Anka India's auditor flags ₹18.96 cr goodwill test gap in FY26 results
Consolidated revenue rose to ₹1,809 lakhs but net loss widened. Standalone loss ballooned to ₹741.85 lakhs on impairment. Auditor gave qualified opinions on both sets.
What's new
- Audited FY26 results: consolidated revenue ₹1,809 lakhs (up from ₹1,296 lakhs), net loss ₹46.34 lakhs (widened from ₹36.29 lakhs).
- Standalone loss of ₹741.85 lakhs, swung from a profit of ₹23.23 lakhs, driven by a large impairment in Q3.

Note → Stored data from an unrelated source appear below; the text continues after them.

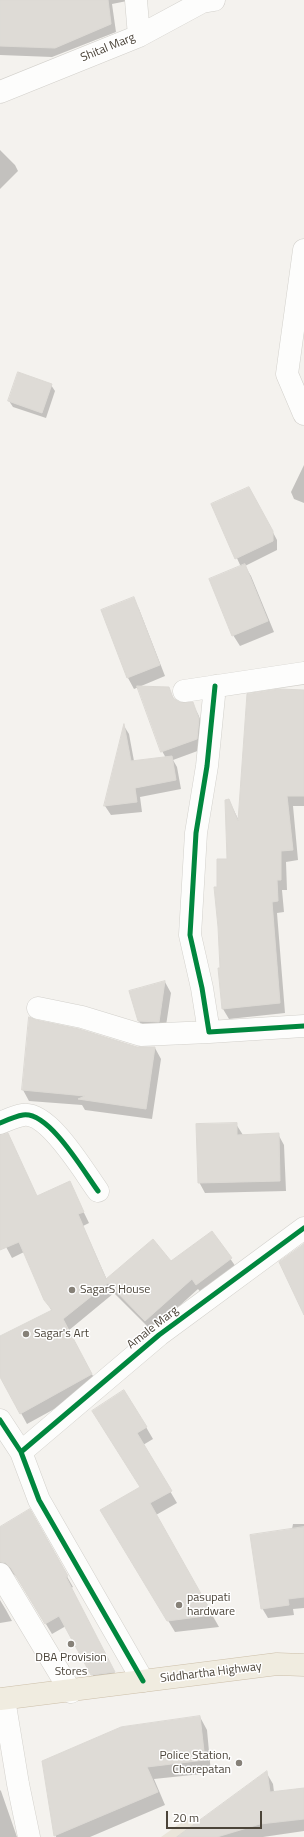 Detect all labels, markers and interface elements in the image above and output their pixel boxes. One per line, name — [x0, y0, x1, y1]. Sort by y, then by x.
street label: Shital Marg — [79, 31, 137, 65]
place label: SagarS House — [80, 1283, 150, 1297]
marker: SagarS House — [67, 1285, 77, 1295]
street label: Amale Marg — [125, 1304, 181, 1352]
place label: Sagar's Art — [34, 1327, 89, 1341]
marker: Sagar's Art — [21, 1329, 31, 1339]
place label: pasupati hardware — [187, 1591, 235, 1619]
marker: pasupati hardware — [174, 1600, 184, 1610]
marker: DBA Provision Stores — [66, 1639, 76, 1649]
place label: DBA Provision Stores — [35, 1651, 107, 1679]
street label: Siddhartha Highway — [160, 1660, 262, 1686]
place label: Police Station, Chorepatan — [159, 1749, 231, 1777]
marker: Police Station, Chorepatan — [234, 1758, 244, 1768]
scale bar — [168, 1803, 264, 1829]
text: 20 m — [173, 1808, 199, 1827] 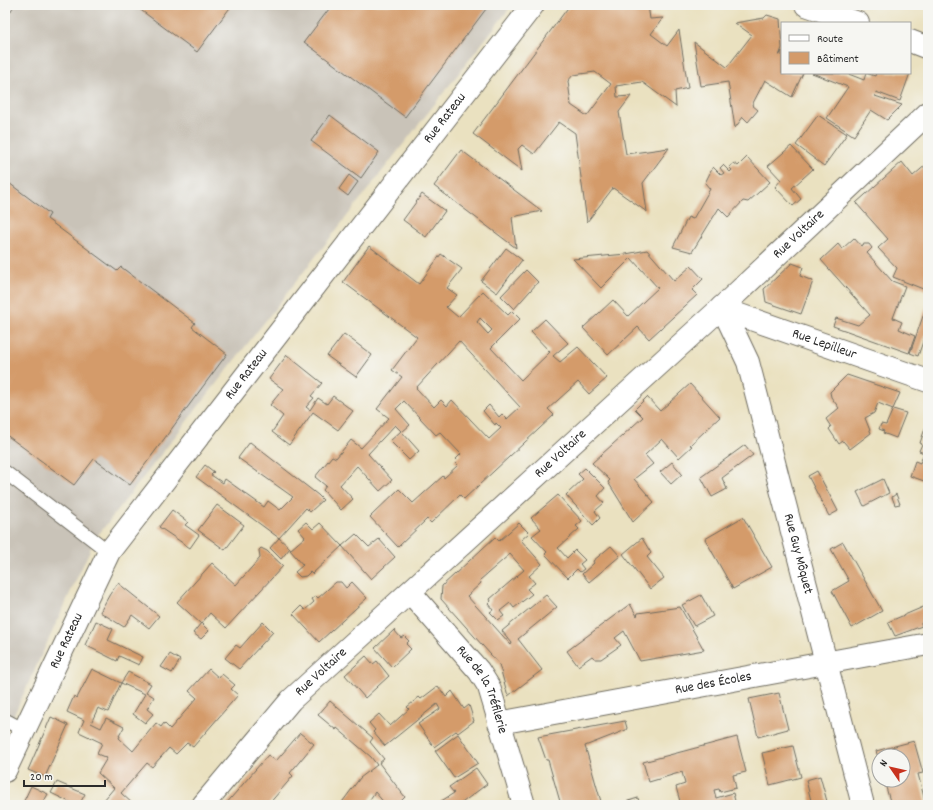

- Auditor issued qualified opinions on both standalone and consolidated, MAT credit and goodwill testing flagged.
Why this matters
Two auditor qualifications in a single filing are rare. The first-time gap on goodwill impairment testing points to accounting stress. For a ₹115 cr nano-cap, it suggests reported assets may be overstated and the standalone balance sheet is strained.
What we're watching
- Whether the company provides goodwill impairment analysis in the next quarter
- If the MAT credit reversal crystallises, ₹35.38 lakhs is small but recurring
- Any stock exchange query on the qualified opinion
The full read
Anka India's FY26 results carry two auditor qualifications that shift the story from performance to balance-sheet risk. Consolidated revenue climbed to ₹1,809 lakhs, but the net loss widened to ₹46.34 lakhs. The standalone picture is worse: revenue of ₹18 lakhs got buried under a ₹741.85 lakh net loss, a swing from a ₹23.23 lakh profit driven by an impairment taken last quarter. The auditor's red flags are straightforward. No impairment test was performed on ₹18.96 crores of goodwill from consolidation, a first-time qualification. And ₹35.38 lakhs of MAT credit remains booked despite years of losses. For a company with a ₹115 cr market cap, these are material sums. The standalone qualification, a recurring theme, now has company. The result is a filing that confirms top-line growth but raises real questions about asset quality.
Questions answered
- What are the key auditor qualifications for Anka India?
- On consolidated accounts, the auditor flagged a lack of goodwill impairment testing on ₹18.96 crores and continued recognition of ₹35.38 lakhs in MAT credit despite a multi-year loss history. On standalone accounts, the MAT credit and deferred tax assets were similarly questioned.
- How did the standalone loss balloon to ₹741.85 lakhs?
- The standalone loss swung from a ₹23.23 lakh profit to a ₹741.85 lakh loss, primarily due to a large impairment charge taken in the December quarter. Revenue was only ₹18 lakhs, against nil last year.
- What is the scale of these numbers for a ₹115 cr company?
- The standalone loss of ₹7.42 crores is about 6.4% of the company's market cap. The questioned goodwill of ₹18.96 crores is roughly 16.5% of market cap, a material amount if impairment is eventually needed.
- Why is the MAT credit recognition a problem?
- MAT credit can be recognised only if future taxable profits are probable. Given multi-year losses and deteriorating standalone performance, the auditor doubts that condition is met.